YOUR TASK ->
For the data below, please report each line where the word "this" is found.

DATA ->

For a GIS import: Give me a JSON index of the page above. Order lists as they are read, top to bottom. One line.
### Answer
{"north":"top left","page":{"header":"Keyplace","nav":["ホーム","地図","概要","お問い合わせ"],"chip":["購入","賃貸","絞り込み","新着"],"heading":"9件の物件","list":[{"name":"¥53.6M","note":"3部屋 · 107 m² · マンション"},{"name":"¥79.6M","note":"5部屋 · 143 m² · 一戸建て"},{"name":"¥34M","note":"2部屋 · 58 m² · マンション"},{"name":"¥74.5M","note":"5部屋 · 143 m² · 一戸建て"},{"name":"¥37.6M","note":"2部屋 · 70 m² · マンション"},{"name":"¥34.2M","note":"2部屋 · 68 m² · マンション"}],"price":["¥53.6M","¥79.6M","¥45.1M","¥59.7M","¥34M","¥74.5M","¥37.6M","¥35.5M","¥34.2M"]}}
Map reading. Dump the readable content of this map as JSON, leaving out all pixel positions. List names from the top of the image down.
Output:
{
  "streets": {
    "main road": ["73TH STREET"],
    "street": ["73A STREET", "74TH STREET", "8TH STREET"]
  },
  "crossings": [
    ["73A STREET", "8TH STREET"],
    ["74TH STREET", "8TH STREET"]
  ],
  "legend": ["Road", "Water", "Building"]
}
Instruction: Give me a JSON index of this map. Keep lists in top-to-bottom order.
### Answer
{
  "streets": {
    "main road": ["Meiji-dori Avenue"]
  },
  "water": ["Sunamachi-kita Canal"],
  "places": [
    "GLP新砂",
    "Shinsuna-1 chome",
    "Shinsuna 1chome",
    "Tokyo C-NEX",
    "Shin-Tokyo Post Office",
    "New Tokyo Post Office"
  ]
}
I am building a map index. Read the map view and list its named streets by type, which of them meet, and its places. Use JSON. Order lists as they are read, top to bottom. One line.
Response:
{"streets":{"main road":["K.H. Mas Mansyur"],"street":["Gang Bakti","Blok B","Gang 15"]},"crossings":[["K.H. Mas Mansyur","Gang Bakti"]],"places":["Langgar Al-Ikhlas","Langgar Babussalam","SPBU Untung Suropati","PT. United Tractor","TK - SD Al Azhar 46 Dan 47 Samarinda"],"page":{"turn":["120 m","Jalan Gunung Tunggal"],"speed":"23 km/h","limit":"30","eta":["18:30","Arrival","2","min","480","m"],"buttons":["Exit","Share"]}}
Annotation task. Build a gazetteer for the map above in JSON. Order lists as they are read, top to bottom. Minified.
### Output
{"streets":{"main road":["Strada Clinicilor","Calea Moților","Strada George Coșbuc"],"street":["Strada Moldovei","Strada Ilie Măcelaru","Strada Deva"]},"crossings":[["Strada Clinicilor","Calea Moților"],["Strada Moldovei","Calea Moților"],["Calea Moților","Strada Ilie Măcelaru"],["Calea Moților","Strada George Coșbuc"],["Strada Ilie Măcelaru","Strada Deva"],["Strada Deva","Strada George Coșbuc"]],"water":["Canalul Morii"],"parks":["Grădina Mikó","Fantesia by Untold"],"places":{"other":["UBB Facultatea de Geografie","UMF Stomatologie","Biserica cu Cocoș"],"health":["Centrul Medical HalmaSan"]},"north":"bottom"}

TASK SOLUTION ->
Map reading. Dump the readable content of this map as JSON, leaving out all pixel positions. List names from the top of the image down.
Instruction: Give me a JSON index of this map. Keep lists in top-to-bottom order.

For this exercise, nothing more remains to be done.